The Perl Toolchain Summit needs more sponsors. If your company depends on Perl, please support this very important event.
/* ------------------------------------------------------------------------
@NAME       : bibtex.g
@DESCRIPTION: PCCTS-based lexer and parser for BibTeX files.  (Or rather,
              for the BibTeX data description language.  This parser
              enforces nothing about the structure and contents of
              entries; that's up to higher-level processors.  Thus, there's
              nothing either particularly bibliographic or TeXish about
              the language accepted by this parser, apart from the affinity
              for curly braces.)

              There are a few minor differences from the language accepted
              by BibTeX itself, but these are generally improvements over
              BibTeX's behaviour.  See the comments in the grammar, at least
              until I write a decent description of the language.

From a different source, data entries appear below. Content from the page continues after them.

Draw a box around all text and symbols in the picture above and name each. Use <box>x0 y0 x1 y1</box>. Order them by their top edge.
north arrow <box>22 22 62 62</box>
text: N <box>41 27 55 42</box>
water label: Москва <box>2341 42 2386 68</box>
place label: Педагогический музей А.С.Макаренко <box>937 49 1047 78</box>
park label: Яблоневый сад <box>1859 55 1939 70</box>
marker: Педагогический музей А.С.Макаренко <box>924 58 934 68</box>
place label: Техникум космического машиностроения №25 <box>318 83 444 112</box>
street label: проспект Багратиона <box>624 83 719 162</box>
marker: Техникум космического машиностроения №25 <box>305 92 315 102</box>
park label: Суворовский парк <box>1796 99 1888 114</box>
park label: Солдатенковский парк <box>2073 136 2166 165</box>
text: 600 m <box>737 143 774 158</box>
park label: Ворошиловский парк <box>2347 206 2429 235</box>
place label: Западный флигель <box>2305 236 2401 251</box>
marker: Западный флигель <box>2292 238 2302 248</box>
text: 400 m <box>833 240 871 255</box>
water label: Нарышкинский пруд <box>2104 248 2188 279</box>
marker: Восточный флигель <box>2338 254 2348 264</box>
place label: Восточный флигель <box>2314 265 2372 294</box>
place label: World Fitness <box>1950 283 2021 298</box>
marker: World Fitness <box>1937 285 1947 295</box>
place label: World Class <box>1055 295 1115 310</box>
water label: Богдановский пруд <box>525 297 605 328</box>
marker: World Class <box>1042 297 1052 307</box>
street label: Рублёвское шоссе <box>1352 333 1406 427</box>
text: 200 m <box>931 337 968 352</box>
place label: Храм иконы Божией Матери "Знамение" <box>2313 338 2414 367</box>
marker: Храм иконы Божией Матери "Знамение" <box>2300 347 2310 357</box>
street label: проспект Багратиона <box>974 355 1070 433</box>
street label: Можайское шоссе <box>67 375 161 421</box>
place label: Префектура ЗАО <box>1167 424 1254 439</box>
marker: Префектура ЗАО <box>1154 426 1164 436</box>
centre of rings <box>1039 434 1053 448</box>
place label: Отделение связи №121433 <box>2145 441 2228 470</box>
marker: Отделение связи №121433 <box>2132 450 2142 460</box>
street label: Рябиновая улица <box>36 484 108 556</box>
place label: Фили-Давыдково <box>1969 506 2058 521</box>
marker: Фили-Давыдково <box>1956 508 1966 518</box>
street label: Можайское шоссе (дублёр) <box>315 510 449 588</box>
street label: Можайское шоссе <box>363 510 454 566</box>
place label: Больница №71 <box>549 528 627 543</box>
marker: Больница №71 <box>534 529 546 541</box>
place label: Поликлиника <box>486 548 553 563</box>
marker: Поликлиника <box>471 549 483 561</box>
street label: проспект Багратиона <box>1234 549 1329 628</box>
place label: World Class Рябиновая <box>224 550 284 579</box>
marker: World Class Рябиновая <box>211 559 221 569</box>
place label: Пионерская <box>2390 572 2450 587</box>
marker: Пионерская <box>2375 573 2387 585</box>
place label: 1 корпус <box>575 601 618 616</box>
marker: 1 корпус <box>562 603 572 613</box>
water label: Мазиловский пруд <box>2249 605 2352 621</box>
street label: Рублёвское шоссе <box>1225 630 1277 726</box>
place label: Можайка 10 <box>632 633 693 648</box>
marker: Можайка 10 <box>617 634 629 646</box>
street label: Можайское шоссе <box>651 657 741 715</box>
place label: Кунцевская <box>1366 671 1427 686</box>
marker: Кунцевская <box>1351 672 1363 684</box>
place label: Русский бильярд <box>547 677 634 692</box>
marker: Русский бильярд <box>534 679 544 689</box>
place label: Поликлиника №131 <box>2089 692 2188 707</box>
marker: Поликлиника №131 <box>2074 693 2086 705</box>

              I have used Gerd Neugebauer's BibTool (yet another BibTeX
              parser, along with a prettyprinter and specialized language
              for a common set of bibhacks) as another check of correctness
              -- there are a few screwball things that BibTeX accepts and
              BibTool doesn't, so I felt justified in rejecting them as
              well.  In general, this parser is a little stricter than
              BibTeX, but a little looser than BibTool.  YMMV.

              Another source of inspiration is Nelson Beebe's bibclean, or
              rather Beebe's article describing bibclean (from TUGboat
              vol. 14 no. 4; also included with the bibclean distribution).

              The product of the parser is an abstract syntax tree that can
              be traversed to be printed in a simple form (see
              print_entry() in bibparse.c) or perhaps transformed to a
              format more convenient for higher-level languages (see my
              Text::BibTeX Perl module for an example).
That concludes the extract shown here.